- Task instructions -
Images excluded, return every record exactly as it reads.

═══ Given entries

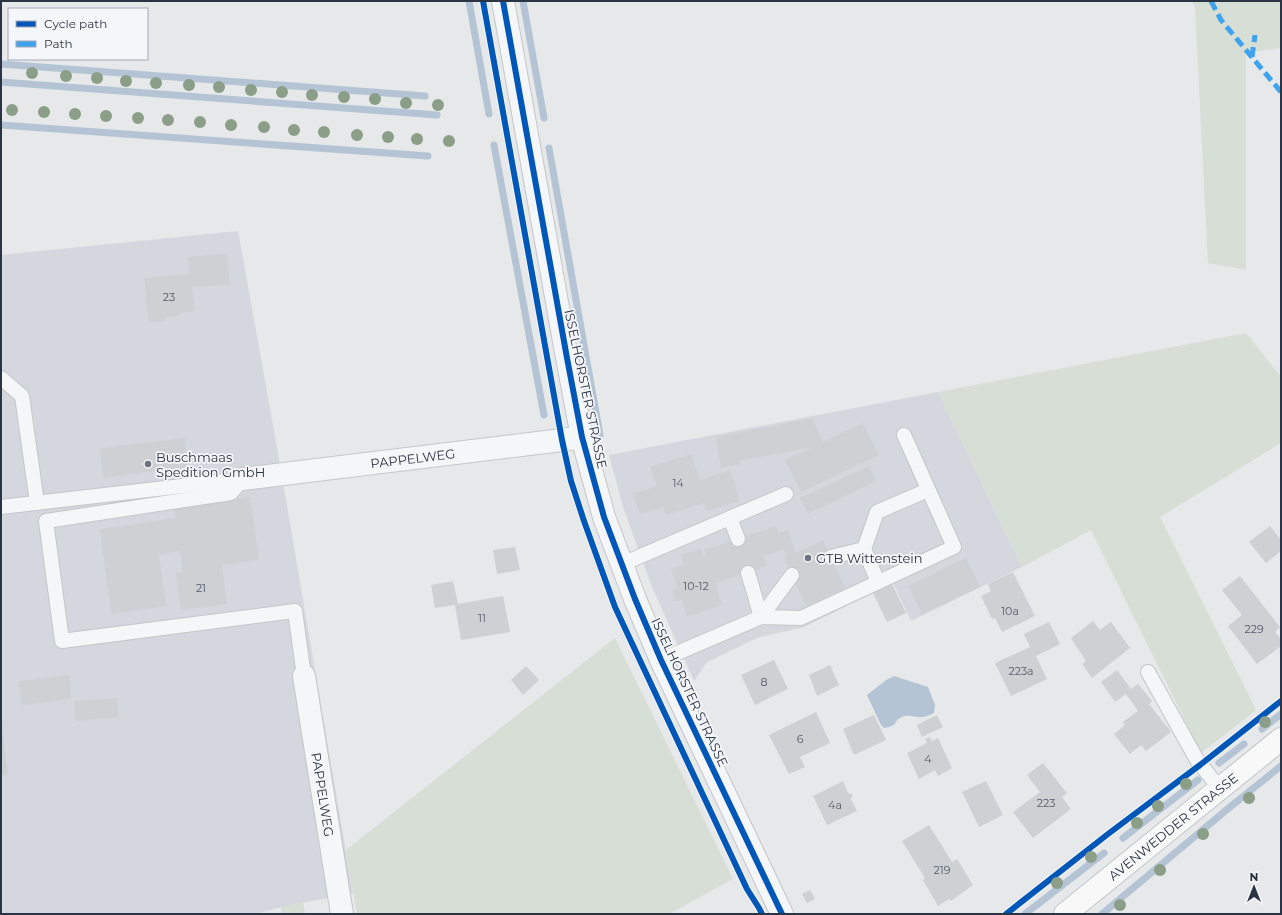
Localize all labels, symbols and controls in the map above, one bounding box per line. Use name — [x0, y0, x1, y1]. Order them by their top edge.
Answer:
legend — [8, 8, 148, 60]
text: Cycle path — [44, 16, 107, 31]
text: Path — [44, 36, 73, 51]
house number: 23 — [163, 290, 175, 304]
street label: ISSELHORSTER STRASSE — [561, 308, 611, 470]
street label: PAPPELWEG — [369, 445, 456, 471]
place label: Buschmaas Spedition GmbH — [156, 449, 265, 480]
marker: Buschmaas Spedition GmbH — [143, 459, 153, 469]
house number: 14 — [672, 476, 684, 490]
place label: GTB Wittenstein — [816, 550, 923, 566]
marker: GTB Wittenstein — [803, 553, 813, 563]
house number: 10-12 — [683, 579, 709, 593]
house number: 21 — [196, 581, 206, 595]
house number: 10a — [1001, 604, 1019, 618]
house number: 11 — [478, 611, 486, 625]
street label: ISSELHORSTER STRASSE — [648, 615, 732, 769]
house number: 229 — [1244, 622, 1264, 636]
house number: 223a — [1008, 664, 1034, 678]
house number: 8 — [760, 675, 768, 689]
house number: 6 — [797, 732, 804, 746]
street label: PAPPELWEG — [308, 751, 338, 838]
house number: 4 — [924, 752, 932, 766]
street label: AVENWEDDER STRASSE — [1105, 769, 1241, 884]
house number: 223 — [1037, 796, 1055, 810]
house number: 4a — [828, 798, 842, 812]
house number: 219 — [934, 863, 951, 877]
north arrow — [1234, 867, 1274, 907]
text: N — [1250, 870, 1258, 884]

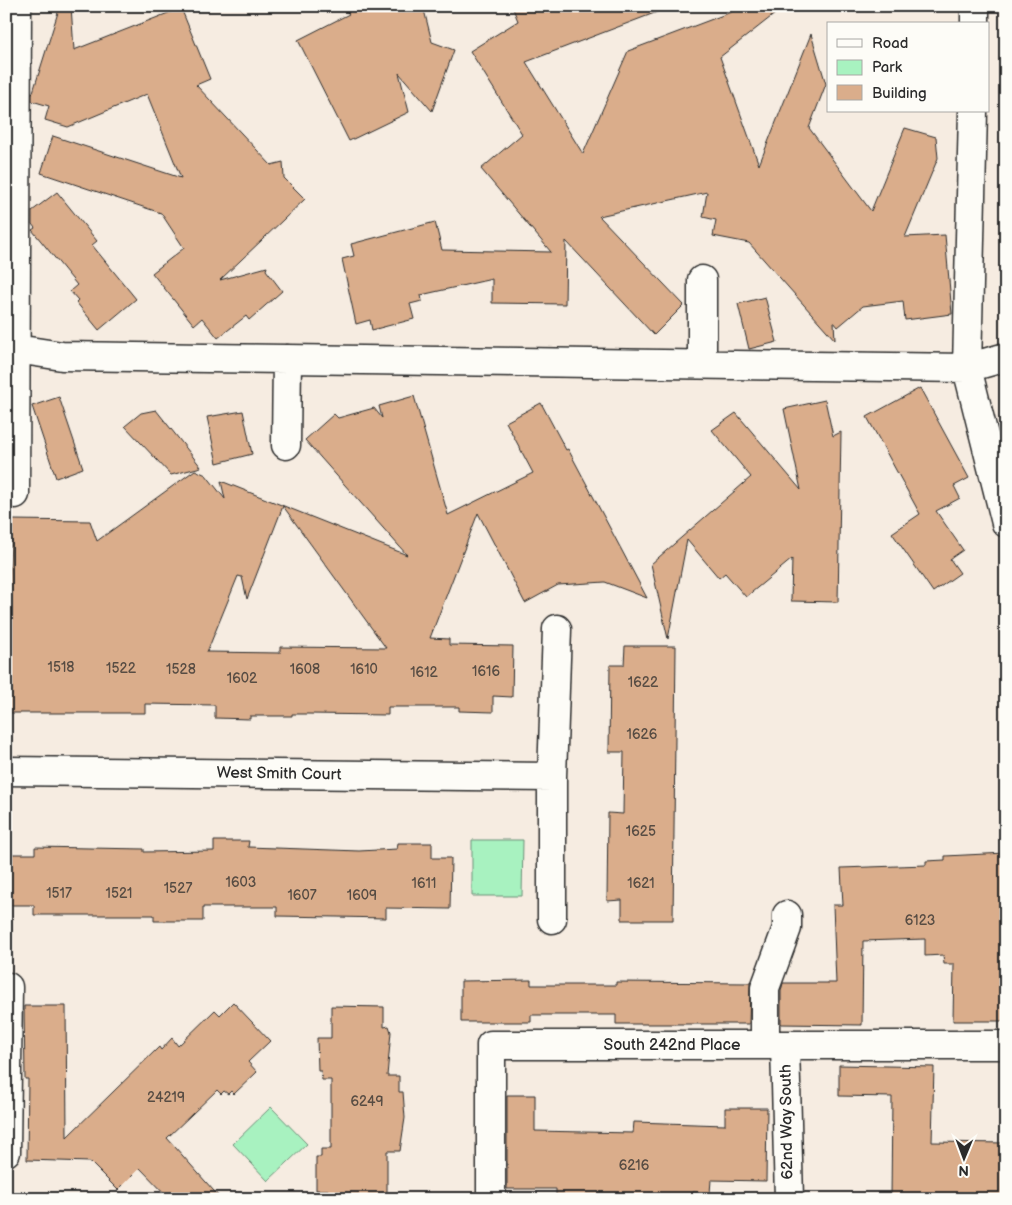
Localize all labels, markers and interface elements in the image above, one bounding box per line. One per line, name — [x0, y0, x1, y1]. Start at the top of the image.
legend — [827, 22, 990, 112]
text: Road — [872, 34, 908, 53]
text: Park — [872, 58, 903, 77]
text: Building — [872, 84, 927, 103]
house number: 1518 — [47, 659, 75, 676]
house number: 1522 — [106, 660, 137, 677]
house number: 1528 — [166, 661, 196, 678]
house number: 1608 — [290, 661, 320, 678]
house number: 1610 — [350, 661, 378, 678]
house number: 1616 — [472, 663, 500, 680]
house number: 1612 — [410, 664, 439, 681]
house number: 1602 — [227, 670, 258, 687]
house number: 1622 — [628, 674, 659, 691]
house number: 1626 — [627, 726, 658, 743]
street label: West Smith Court — [216, 763, 342, 785]
house number: 1625 — [626, 823, 656, 840]
house number: 1603 — [226, 874, 256, 891]
house number: 1611 — [412, 875, 436, 892]
house number: 1621 — [627, 875, 655, 892]
house number: 1527 — [164, 880, 192, 897]
house number: 1517 — [46, 885, 72, 902]
house number: 1521 — [106, 885, 132, 902]
house number: 1607 — [287, 887, 317, 904]
house number: 1609 — [347, 887, 377, 904]
house number: 6123 — [905, 912, 935, 929]
street label: South 242nd Place — [603, 1036, 741, 1055]
street label: 62nd Way South — [776, 1064, 798, 1180]
house number: 24219 — [147, 1089, 185, 1106]
house number: 6249 — [350, 1093, 384, 1110]
north arrow — [940, 1132, 990, 1182]
house number: 6216 — [619, 1157, 650, 1174]
text: N — [958, 1162, 969, 1179]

══════

- Written solution -
Localize all labels, symbols and controls in the map above, one bounding box per line. Use name — [x0, y0, x1, y1]. Order them by their top edge.
Answer:
legend — [8, 8, 148, 60]
text: Cycle path — [44, 16, 107, 31]
text: Path — [44, 36, 73, 51]
house number: 23 — [163, 290, 175, 304]
street label: ISSELHORSTER STRASSE — [561, 308, 611, 470]
street label: PAPPELWEG — [369, 445, 456, 471]
place label: Buschmaas Spedition GmbH — [156, 449, 265, 480]
marker: Buschmaas Spedition GmbH — [143, 459, 153, 469]
house number: 14 — [672, 476, 684, 490]
place label: GTB Wittenstein — [816, 550, 923, 566]
marker: GTB Wittenstein — [803, 553, 813, 563]
house number: 10-12 — [683, 579, 709, 593]
house number: 21 — [196, 581, 206, 595]
house number: 10a — [1001, 604, 1019, 618]
house number: 11 — [478, 611, 486, 625]
street label: ISSELHORSTER STRASSE — [648, 615, 732, 769]
house number: 229 — [1244, 622, 1264, 636]
house number: 223a — [1008, 664, 1034, 678]
house number: 8 — [760, 675, 768, 689]
house number: 6 — [797, 732, 804, 746]
street label: PAPPELWEG — [308, 751, 338, 838]
house number: 4 — [924, 752, 932, 766]
street label: AVENWEDDER STRASSE — [1105, 769, 1241, 884]
house number: 223 — [1037, 796, 1055, 810]
house number: 4a — [828, 798, 842, 812]
house number: 219 — [934, 863, 951, 877]
north arrow — [1234, 867, 1274, 907]
text: N — [1250, 870, 1258, 884]

Localize all labels, markers and interface elements in the image above, one bounding box per line. One per line, name — [x0, y0, x1, y1]. Start at the top of the image.
legend — [827, 22, 990, 112]
text: Road — [872, 34, 908, 53]
text: Park — [872, 58, 903, 77]
text: Building — [872, 84, 927, 103]
house number: 1518 — [47, 659, 75, 676]
house number: 1522 — [106, 660, 137, 677]
house number: 1528 — [166, 661, 196, 678]
house number: 1608 — [290, 661, 320, 678]
house number: 1610 — [350, 661, 378, 678]
house number: 1616 — [472, 663, 500, 680]
house number: 1612 — [410, 664, 439, 681]
house number: 1602 — [227, 670, 258, 687]
house number: 1622 — [628, 674, 659, 691]
house number: 1626 — [627, 726, 658, 743]
street label: West Smith Court — [216, 763, 342, 785]
house number: 1625 — [626, 823, 656, 840]
house number: 1603 — [226, 874, 256, 891]
house number: 1611 — [412, 875, 436, 892]
house number: 1621 — [627, 875, 655, 892]
house number: 1527 — [164, 880, 192, 897]
house number: 1517 — [46, 885, 72, 902]
house number: 1521 — [106, 885, 132, 902]
house number: 1607 — [287, 887, 317, 904]
house number: 1609 — [347, 887, 377, 904]
house number: 6123 — [905, 912, 935, 929]
street label: South 242nd Place — [603, 1036, 741, 1055]
street label: 62nd Way South — [776, 1064, 798, 1180]
house number: 24219 — [147, 1089, 185, 1106]
house number: 6249 — [350, 1093, 384, 1110]
north arrow — [940, 1132, 990, 1182]
house number: 6216 — [619, 1157, 650, 1174]
text: N — [958, 1162, 969, 1179]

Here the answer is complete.